Listeriosis is a sporadic bacterial infection that affects a wide range of animals like cattle, buffalo, goat, pigs as well as humans and birds. The disease is also sometimes referred to as silage sickness due to its association with the ingestion of silage with a pH of 5-5.5, poorly fermented silage, or otherwise healthy silage that has deteriorated aerobically. Winter and early spring are the seasons with the highest prevalence. Some of the common signs are abortion, circling movement, unilateral facial paralysis. Encephalitis or meningoencephalitis, abortion, septicemia in adult ruminants is the most frequently recognized forms. It is transmitted by faeco-oral route, spoiled silage, and transplacental. Listeriosis in humans is usually a food borne disease. Listeriosis is distributed worldwide. The disease is more prevalent in temperate countries as compared to tropical and subtropical countries. It is primarily a winter-spring disease of feedlot or housed ruminants. There is a high incidence of intestinal carriers. It is often associated with stored forages, usually silage. Removal or change of silage in feed rations often stops the spread of listeriosis; however, feeding the same silage months later may result in new cases.

Etiology

Listeriosis is caused by the bacterium belongs to genus Listeria.
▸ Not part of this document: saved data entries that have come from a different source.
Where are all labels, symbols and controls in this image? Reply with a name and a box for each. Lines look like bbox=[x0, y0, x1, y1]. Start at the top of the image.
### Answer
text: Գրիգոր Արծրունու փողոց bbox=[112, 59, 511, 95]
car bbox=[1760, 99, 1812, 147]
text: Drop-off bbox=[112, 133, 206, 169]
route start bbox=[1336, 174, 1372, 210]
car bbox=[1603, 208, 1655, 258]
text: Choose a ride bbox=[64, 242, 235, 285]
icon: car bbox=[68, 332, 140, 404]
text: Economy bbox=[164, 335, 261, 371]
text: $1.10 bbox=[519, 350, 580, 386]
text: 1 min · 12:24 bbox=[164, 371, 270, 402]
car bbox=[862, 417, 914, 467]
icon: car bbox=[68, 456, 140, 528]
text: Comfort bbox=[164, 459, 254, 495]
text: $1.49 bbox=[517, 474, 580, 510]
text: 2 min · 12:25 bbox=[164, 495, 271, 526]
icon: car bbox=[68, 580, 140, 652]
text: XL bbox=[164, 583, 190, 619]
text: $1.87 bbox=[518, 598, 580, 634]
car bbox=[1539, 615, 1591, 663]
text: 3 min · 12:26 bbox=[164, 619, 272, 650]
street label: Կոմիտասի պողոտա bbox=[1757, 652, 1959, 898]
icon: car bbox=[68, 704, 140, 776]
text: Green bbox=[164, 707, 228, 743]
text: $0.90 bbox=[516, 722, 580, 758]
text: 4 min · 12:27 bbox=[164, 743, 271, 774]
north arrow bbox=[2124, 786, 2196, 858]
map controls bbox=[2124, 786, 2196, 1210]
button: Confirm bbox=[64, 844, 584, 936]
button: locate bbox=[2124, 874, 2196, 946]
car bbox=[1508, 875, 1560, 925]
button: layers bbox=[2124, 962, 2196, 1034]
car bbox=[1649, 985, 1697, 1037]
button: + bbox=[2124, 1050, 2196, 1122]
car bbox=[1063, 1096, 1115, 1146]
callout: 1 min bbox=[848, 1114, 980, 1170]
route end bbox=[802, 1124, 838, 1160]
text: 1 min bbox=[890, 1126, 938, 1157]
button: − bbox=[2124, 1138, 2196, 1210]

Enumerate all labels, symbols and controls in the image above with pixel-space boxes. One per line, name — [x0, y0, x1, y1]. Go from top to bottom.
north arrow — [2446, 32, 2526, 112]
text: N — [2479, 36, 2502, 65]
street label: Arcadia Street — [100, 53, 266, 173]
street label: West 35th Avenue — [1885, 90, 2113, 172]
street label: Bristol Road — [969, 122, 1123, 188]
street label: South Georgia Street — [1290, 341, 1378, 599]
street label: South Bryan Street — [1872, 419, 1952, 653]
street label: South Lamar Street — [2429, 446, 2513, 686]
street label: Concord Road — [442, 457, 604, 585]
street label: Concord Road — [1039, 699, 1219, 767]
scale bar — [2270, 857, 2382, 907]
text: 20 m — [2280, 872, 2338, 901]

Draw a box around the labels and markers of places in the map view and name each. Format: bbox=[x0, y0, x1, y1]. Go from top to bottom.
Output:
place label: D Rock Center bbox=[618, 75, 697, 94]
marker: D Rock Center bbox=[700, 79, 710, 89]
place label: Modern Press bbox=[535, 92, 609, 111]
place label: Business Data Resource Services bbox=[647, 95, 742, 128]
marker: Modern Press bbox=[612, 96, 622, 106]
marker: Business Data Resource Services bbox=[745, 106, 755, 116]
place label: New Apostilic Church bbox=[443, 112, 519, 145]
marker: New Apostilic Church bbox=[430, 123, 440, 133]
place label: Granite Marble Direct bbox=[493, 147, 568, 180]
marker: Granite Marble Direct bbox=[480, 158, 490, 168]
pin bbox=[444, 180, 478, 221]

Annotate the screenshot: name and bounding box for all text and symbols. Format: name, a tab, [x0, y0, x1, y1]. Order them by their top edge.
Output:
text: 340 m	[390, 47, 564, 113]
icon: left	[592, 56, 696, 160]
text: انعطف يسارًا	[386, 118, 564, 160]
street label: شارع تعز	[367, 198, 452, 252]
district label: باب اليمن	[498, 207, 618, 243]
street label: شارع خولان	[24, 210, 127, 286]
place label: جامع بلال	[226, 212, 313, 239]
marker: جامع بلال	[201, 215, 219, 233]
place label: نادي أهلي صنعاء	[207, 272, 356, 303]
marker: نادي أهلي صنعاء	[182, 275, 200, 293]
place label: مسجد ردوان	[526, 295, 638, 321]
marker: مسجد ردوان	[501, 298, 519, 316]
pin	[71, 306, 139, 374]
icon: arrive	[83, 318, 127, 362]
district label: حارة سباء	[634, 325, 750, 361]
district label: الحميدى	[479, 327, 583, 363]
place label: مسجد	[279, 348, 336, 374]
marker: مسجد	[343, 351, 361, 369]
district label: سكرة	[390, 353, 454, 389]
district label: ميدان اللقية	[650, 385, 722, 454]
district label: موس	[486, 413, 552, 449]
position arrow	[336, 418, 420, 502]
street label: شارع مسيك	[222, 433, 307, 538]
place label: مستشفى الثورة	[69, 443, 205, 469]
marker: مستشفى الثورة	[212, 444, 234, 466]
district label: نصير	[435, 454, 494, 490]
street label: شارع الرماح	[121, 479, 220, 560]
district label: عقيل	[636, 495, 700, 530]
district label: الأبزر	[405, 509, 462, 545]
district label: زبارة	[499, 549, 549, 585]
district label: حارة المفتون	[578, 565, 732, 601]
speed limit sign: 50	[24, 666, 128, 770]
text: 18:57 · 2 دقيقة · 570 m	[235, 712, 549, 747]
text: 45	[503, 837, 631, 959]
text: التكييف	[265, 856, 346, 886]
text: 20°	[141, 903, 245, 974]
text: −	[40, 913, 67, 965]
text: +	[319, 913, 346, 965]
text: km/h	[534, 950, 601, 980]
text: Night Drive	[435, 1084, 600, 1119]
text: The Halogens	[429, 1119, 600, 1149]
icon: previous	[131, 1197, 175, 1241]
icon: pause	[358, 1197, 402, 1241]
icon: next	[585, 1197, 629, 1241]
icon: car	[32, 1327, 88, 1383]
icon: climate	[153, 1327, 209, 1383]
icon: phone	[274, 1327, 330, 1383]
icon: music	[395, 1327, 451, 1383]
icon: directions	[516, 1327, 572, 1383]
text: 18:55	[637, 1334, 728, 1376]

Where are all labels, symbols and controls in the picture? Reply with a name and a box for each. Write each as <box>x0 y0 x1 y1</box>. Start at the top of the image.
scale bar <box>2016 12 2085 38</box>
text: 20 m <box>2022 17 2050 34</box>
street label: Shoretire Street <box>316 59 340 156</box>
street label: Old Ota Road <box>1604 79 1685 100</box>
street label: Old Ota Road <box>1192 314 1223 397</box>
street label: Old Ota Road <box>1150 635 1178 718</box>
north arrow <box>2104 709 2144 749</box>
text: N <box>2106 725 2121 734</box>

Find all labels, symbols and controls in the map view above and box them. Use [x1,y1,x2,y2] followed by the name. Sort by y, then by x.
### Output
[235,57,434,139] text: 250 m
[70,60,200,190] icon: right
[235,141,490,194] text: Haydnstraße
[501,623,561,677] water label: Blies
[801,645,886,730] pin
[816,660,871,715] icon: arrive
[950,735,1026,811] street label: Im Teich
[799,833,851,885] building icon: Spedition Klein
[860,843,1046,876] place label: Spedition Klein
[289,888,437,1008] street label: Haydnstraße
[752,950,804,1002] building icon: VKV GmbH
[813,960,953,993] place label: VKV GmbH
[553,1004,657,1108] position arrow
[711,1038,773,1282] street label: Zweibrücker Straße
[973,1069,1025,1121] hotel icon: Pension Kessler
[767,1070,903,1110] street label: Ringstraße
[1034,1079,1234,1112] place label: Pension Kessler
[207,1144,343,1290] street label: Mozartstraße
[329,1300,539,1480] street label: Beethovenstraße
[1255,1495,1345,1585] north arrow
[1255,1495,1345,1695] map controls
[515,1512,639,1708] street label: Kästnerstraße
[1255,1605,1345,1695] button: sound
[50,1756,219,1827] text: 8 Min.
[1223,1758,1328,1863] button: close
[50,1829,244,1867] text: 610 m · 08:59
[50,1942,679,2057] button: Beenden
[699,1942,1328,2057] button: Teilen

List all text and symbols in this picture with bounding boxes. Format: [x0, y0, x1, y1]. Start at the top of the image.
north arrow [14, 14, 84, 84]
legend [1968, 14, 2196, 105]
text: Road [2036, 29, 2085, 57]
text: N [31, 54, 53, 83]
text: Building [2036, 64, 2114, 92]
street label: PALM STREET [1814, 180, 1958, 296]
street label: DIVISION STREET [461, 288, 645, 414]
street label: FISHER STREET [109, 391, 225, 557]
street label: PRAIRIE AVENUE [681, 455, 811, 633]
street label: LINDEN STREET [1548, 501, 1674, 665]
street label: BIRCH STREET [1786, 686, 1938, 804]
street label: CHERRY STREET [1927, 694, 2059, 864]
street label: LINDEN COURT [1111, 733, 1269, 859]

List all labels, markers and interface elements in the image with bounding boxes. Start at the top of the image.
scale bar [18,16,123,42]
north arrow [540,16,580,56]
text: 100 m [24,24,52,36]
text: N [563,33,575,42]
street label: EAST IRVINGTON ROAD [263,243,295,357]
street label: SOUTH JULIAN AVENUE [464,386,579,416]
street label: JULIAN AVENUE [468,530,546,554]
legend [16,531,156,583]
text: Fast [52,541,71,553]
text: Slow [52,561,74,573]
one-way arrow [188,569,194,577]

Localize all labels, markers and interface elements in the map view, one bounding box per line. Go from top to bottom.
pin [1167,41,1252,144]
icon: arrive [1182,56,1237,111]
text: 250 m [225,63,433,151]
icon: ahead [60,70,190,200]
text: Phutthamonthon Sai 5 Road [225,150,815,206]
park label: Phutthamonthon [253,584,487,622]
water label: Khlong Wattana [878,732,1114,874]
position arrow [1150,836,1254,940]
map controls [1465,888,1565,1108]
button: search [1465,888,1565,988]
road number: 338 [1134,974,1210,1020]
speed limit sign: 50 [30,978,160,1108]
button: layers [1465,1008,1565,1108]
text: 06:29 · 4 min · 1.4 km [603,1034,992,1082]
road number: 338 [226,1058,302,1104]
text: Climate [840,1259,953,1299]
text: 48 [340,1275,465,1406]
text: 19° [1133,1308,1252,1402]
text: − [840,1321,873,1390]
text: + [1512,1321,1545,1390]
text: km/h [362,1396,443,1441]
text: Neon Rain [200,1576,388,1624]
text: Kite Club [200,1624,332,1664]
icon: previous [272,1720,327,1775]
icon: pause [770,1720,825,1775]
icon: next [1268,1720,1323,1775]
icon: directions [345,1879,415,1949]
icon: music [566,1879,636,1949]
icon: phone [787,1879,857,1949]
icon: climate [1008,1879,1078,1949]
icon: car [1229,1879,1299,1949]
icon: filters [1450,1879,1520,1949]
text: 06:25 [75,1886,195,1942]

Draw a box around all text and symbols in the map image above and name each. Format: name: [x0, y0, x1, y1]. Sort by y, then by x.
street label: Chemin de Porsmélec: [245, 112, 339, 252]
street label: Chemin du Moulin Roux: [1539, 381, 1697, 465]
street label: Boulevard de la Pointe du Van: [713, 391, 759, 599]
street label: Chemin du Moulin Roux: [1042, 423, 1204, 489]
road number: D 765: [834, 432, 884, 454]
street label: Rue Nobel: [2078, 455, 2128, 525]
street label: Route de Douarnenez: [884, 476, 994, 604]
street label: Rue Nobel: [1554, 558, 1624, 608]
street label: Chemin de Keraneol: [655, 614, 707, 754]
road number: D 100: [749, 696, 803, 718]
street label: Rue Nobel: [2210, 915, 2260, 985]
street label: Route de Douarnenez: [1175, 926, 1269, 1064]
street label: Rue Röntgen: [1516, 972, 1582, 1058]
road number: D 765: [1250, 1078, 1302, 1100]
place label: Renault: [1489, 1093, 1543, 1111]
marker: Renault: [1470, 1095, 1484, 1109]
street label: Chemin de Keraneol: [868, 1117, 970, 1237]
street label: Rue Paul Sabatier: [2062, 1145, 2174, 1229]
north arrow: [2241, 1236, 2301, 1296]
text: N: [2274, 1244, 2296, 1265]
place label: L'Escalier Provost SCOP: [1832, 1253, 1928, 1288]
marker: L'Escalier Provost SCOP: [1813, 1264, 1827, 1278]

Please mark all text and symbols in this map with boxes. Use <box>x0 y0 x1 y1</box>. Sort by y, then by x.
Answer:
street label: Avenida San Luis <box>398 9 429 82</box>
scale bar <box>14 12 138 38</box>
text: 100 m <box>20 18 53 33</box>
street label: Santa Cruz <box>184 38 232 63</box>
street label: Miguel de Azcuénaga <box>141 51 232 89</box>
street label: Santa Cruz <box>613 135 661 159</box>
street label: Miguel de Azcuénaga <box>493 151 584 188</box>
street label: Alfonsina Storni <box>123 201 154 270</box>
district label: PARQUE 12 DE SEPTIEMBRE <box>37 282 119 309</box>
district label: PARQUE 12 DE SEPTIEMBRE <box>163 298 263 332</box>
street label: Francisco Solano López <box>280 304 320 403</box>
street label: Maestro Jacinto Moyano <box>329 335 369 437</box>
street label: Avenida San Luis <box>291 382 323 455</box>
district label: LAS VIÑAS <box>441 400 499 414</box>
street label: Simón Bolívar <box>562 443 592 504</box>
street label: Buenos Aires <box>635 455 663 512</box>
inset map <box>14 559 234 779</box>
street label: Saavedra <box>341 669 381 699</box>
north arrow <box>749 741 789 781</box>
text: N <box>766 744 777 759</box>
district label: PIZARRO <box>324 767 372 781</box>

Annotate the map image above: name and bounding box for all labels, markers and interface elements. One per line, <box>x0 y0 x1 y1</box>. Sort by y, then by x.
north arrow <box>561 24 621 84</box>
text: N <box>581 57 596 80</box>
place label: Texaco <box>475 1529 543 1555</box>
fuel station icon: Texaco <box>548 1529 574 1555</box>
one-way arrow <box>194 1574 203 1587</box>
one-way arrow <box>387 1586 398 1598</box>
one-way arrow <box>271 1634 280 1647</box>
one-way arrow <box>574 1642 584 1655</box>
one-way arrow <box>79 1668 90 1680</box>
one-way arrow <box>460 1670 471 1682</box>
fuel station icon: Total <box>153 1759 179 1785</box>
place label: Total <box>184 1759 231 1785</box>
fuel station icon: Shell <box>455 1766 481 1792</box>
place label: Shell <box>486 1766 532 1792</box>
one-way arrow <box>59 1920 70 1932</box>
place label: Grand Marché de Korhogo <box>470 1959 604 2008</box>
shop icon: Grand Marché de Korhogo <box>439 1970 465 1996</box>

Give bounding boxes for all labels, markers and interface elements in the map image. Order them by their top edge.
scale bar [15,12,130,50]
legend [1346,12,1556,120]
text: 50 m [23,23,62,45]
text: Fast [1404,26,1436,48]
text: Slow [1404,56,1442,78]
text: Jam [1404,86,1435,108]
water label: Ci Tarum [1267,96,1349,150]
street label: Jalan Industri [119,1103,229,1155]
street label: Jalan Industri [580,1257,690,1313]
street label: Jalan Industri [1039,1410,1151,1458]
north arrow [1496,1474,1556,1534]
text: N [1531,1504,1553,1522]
The organism may be found in a range of environments, including water, soil, rotting vegetable matter, sewage, and a variety of foods. It is a small, motile, gram-positive, nonspore-forming, extremely resistant, diphtheroid coccobacillus that grows in a wide temperature range 39–111°F. Two of the 17 Listeria species are reported to be present. L. monocytogenes and L. ivanovil are pathogenic bacteria. L. monocytogenes is pathogenic to both humans and animals, whereas L. Ivanovil is mostly pathogenic to animals and causes disease in humans occasionally. Listeria has been isolated from at least 42 species of domestic and wild mammals and 22 species of birds.

Susceptible host

Listeria can infect a broad range of animal species; however, it is mostly responsible for ruminant disease. Sheep and cattle are most susceptible, while infection in goats, swine, horses, and poultry is uncommon. Septicemic form is most common in young ones and monogastric animals. Reduced host animal resistance, inadequate nutrition, rapid changes in weather, stress due to late pregnancy, parturition, or transport, and lengthy durations of silage feeding are all circumstances that predispose the animal to the disease.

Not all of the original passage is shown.